### Exercise objective
Write out, word for word, the first line of the data below and every line after it through the one containing "filter:drop-shadow(0 0 2px".
- Opening Delimiter -
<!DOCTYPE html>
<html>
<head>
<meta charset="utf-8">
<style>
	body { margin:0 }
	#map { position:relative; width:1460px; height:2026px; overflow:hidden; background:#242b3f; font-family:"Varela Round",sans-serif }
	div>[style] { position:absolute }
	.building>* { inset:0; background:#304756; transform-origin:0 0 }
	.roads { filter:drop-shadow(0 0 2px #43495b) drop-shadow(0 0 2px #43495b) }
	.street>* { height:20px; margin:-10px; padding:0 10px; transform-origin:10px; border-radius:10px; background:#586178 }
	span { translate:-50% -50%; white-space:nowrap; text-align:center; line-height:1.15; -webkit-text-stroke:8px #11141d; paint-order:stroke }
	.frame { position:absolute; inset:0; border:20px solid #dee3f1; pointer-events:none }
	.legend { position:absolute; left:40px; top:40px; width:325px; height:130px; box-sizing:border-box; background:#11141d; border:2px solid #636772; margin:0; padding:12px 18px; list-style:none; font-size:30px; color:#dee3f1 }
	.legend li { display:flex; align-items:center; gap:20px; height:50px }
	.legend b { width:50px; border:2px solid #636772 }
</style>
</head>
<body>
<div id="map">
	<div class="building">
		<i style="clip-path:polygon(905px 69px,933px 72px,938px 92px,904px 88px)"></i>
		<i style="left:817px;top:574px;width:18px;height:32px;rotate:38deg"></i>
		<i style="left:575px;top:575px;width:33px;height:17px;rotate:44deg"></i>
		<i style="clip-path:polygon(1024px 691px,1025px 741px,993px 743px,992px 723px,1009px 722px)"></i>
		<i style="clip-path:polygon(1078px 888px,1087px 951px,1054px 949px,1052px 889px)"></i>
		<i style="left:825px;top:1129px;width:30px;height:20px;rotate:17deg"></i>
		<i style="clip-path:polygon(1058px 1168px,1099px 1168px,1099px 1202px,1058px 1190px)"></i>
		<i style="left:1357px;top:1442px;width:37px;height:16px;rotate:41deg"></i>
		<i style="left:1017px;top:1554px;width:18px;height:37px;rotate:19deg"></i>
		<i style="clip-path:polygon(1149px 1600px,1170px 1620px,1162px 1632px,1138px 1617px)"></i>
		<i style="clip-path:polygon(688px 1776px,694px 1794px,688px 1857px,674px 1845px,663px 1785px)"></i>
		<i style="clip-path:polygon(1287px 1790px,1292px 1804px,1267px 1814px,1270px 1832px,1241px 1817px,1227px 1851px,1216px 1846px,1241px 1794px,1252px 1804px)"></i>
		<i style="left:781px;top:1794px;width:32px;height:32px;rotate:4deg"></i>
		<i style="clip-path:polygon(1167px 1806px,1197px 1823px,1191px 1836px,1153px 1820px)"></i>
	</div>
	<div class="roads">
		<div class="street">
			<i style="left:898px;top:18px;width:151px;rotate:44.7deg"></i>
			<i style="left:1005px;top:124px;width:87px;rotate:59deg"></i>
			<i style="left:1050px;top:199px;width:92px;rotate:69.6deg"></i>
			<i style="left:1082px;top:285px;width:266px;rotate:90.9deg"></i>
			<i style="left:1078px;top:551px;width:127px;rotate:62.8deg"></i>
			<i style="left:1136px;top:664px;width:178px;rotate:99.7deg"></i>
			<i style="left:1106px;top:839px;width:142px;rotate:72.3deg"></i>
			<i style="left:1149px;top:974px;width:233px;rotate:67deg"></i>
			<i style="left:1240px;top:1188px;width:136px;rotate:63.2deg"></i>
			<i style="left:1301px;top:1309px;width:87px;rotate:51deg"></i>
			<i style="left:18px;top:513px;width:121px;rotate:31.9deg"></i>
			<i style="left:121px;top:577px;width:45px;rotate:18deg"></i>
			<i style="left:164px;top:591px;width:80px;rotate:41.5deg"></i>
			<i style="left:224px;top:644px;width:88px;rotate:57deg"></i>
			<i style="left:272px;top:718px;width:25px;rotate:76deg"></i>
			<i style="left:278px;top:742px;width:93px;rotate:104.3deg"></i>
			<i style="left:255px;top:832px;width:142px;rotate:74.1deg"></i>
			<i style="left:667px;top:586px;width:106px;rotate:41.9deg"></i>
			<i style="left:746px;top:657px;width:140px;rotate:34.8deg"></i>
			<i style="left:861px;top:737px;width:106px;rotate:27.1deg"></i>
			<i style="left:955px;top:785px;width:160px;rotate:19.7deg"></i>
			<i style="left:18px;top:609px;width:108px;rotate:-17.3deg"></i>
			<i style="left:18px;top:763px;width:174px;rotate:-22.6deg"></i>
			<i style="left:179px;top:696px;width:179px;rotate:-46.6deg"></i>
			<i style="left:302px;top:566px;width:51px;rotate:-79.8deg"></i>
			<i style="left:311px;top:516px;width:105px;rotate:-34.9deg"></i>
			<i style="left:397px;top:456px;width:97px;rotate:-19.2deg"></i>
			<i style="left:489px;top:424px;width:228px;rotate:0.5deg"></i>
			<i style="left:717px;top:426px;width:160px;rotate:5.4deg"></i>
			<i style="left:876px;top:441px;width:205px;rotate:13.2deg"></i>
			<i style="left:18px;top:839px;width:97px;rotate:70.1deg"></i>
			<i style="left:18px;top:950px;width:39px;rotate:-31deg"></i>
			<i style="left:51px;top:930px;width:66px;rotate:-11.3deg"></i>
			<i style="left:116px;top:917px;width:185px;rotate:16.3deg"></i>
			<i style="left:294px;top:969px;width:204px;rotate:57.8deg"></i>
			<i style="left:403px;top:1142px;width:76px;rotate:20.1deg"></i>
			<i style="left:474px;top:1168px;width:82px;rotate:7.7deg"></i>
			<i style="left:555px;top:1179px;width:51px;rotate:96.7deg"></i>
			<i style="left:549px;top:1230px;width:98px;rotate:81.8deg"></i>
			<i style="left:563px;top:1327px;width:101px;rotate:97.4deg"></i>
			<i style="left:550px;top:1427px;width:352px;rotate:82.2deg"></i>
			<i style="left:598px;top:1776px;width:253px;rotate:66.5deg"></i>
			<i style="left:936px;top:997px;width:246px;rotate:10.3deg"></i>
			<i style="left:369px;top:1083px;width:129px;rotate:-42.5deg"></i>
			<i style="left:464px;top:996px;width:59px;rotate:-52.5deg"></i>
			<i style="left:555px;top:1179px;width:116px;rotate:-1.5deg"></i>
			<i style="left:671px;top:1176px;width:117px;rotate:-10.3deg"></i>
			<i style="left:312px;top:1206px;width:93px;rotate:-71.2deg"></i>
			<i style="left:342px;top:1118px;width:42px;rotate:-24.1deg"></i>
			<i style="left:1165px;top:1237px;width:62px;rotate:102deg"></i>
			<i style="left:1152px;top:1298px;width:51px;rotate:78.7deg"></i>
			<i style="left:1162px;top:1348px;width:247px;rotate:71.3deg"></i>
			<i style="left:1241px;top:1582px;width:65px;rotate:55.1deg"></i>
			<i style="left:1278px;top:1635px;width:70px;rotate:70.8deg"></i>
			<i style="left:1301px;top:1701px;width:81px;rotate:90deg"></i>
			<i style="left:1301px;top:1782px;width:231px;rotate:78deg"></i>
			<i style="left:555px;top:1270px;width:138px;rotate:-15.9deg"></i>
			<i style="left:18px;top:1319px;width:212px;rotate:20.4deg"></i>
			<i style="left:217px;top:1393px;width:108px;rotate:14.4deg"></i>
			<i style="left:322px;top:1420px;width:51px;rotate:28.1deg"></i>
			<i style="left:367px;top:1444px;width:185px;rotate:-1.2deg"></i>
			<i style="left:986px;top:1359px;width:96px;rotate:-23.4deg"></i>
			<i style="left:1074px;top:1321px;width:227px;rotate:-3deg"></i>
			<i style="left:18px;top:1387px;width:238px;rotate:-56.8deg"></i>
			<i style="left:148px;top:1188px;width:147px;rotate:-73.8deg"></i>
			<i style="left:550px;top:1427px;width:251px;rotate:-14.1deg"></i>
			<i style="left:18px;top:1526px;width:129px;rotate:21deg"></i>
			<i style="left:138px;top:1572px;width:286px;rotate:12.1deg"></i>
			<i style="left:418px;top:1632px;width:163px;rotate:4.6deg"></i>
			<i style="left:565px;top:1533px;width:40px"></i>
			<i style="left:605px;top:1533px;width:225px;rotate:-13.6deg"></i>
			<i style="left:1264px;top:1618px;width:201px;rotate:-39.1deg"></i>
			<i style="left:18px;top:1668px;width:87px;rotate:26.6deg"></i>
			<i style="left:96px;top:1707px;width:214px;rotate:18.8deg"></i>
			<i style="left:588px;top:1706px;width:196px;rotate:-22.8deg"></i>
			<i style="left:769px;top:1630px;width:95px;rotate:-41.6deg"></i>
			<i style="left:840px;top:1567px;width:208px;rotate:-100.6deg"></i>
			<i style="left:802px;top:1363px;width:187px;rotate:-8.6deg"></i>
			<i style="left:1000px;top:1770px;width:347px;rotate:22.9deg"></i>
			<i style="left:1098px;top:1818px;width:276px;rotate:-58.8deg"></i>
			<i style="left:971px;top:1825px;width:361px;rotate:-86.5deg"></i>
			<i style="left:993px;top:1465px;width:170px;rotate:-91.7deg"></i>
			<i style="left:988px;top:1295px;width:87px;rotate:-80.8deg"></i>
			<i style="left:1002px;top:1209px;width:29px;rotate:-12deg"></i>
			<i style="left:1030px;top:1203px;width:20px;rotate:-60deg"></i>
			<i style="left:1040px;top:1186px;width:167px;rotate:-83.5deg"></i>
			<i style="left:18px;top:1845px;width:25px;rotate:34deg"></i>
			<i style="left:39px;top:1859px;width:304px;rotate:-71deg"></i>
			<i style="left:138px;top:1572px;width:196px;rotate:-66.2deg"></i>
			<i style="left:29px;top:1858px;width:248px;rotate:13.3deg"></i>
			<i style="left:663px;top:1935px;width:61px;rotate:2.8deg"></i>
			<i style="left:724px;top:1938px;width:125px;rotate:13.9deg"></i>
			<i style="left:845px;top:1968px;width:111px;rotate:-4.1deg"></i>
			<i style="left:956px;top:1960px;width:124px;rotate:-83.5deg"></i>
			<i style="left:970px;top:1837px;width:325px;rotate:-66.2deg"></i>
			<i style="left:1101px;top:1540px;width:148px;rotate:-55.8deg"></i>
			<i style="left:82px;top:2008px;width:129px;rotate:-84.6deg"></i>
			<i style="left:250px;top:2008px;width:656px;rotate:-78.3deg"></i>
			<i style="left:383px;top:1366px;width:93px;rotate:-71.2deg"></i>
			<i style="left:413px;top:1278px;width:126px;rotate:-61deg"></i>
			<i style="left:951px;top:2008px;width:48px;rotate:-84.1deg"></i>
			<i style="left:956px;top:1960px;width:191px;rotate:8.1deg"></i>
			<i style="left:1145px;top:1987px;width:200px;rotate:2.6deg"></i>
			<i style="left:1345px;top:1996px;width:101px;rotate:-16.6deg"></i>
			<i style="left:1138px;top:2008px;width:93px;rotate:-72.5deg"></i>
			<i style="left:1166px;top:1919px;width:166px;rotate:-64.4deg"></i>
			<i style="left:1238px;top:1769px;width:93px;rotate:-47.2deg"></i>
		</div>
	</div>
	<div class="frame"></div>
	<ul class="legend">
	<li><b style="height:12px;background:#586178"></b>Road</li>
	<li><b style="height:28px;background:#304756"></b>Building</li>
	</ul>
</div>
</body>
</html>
- Closing Delimiter -
### Answer to this problem
<!DOCTYPE html>
<html>
<head>
<meta charset="utf-8">
<style>
	body { margin:0 }
	#map { position:relative; width:1460px; height:2026px; overflow:hidden; background:#242b3f; font-family:"Varela Round",sans-serif }
	div>[style] { position:absolute }
	.building>* { inset:0; background:#304756; transform-origin:0 0 }
	.roads { filter:drop-shadow(0 0 2px #43495b) drop-shadow(0 0 2px #43495b) }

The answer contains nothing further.